Uno, en los últimos años, sólo sabe de las grandes familias gracias a las películas. Sobre todo de las familias norteamericanas, que uno se topa prácticamente todos los días, lo mismo en los dramas que en las comedias. Podría hacer una tesis doctoral sobre este asunto sin tocar un solo libro, ni consultar un solo especialista. Casi podríamos decir que es mi tema, y tal, pues he frecuentado familias catódicas desde la más tierna infancia, desde Con ocho basta o La casa de la Pradera. Allá en América he conocido familias de todos los colores, de todos los credos, de todas las geografías. Jamás he probado el pastel de cerezas, ni la mantequilla de cacahuete, pero sé de sobra a qué saben estos productos, porque a fuerza de imaginarlos han dejado huella en mi paladar.

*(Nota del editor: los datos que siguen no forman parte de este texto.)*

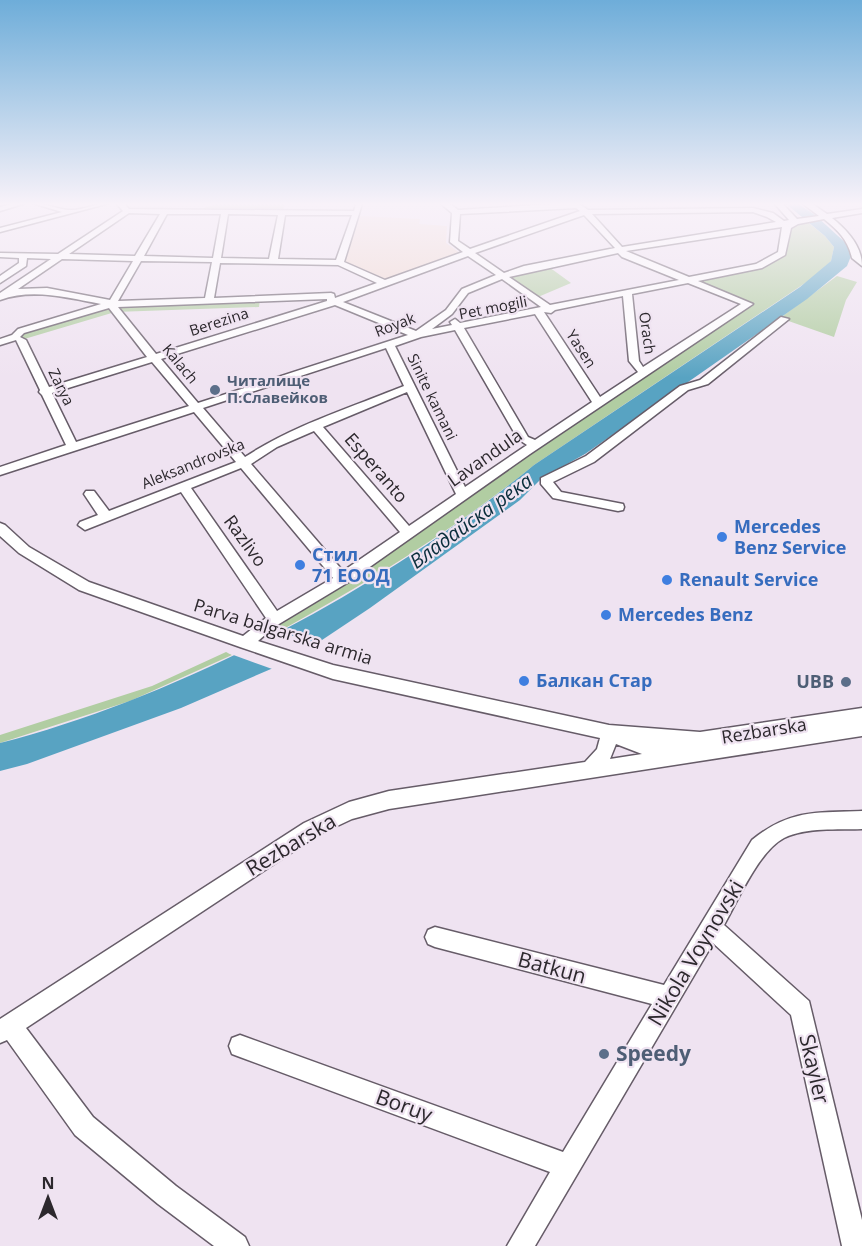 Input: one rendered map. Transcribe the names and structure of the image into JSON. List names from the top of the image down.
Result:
{
  "streets": {
    "street": [
      "Pet mogili",
      "Berezina",
      "Royak",
      "Orach",
      "Yasen",
      "Kalach",
      "Zarya",
      "Sinite kamani",
      "Lavandula",
      "Aleksandrovska",
      "Esperanto",
      "Razlivo",
      "Parva balgarska armia",
      "Rezbarska",
      "Nikola Voynovski",
      "Batkun",
      "Skayler",
      "Boruy"
    ]
  },
  "crossings": [
    ["Pet mogili", "Royak"],
    ["Pet mogili", "Orach"],
    ["Pet mogili", "Yasen"],
    ["Pet mogili", "Lavandula"],
    ["Berezina", "Kalach"],
    ["Berezina", "Zarya"],
    ["Royak", "Kalach"],
    ["Royak", "Zarya"],
    ["Royak", "Sinite kamani"],
    ["Orach", "Lavandula"],
    ["Yasen", "Lavandula"],
    ["Kalach", "Lavandula"],
    ["Kalach", "Aleksandrovska"],
    ["Sinite kamani", "Lavandula"],
    ["Sinite kamani", "Aleksandrovska"],
    ["Lavandula", "Esperanto"],
    ["Lavandula", "Razlivo"],
    ["Lavandula", "Parva balgarska armia"],
    ["Aleksandrovska", "Esperanto"],
    ["Aleksandrovska", "Razlivo"],
    ["Parva balgarska armia", "Rezbarska"],
    ["Nikola Voynovski", "Batkun"],
    ["Nikola Voynovski", "Skayler"],
    ["Nikola Voynovski", "Boruy"]
  ],
  "water": ["Владайска река"],
  "places": [
    "Читалище П.Славейков",
    "Mercedes Benz Service",
    "Стил 71 ЕООД",
    "Renault Service",
    "Mercedes Benz",
    "Балкан Стар",
    "UBB",
    "Speedy"
  ],
  "north": "top"
}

Alexander Payne -al que en este blog se profesa una admiración especial-  jamás sigue las huellas que otros han ido dejando. Lo suyo es adentrarse por los caminos personales, a riesgo de hacer el ridículo, o de perderse en vericuetos. Él es, por fortuna, un senderista experimentado que siempre llega a la posada por el camino más insospechado, y te regala anécdotas y fotografías que otros más previsibles no pudieron conseguir. Payne es consciente de que los cineastas americanos, cuando se ponen a contar el asunto de las familias taradas, se quedan  muy cortos o muy largos. O nos presentan gentes desestructuradas al borde de la psicopatía, o se regodean en otras que parecen recién caídas de la imbecilidad. El espectador medio no se ve representado en ninguno de los dos casos, porque las familias del cine americano son constructos del propio cine, que se han ido alejando con el tiempo de lo real.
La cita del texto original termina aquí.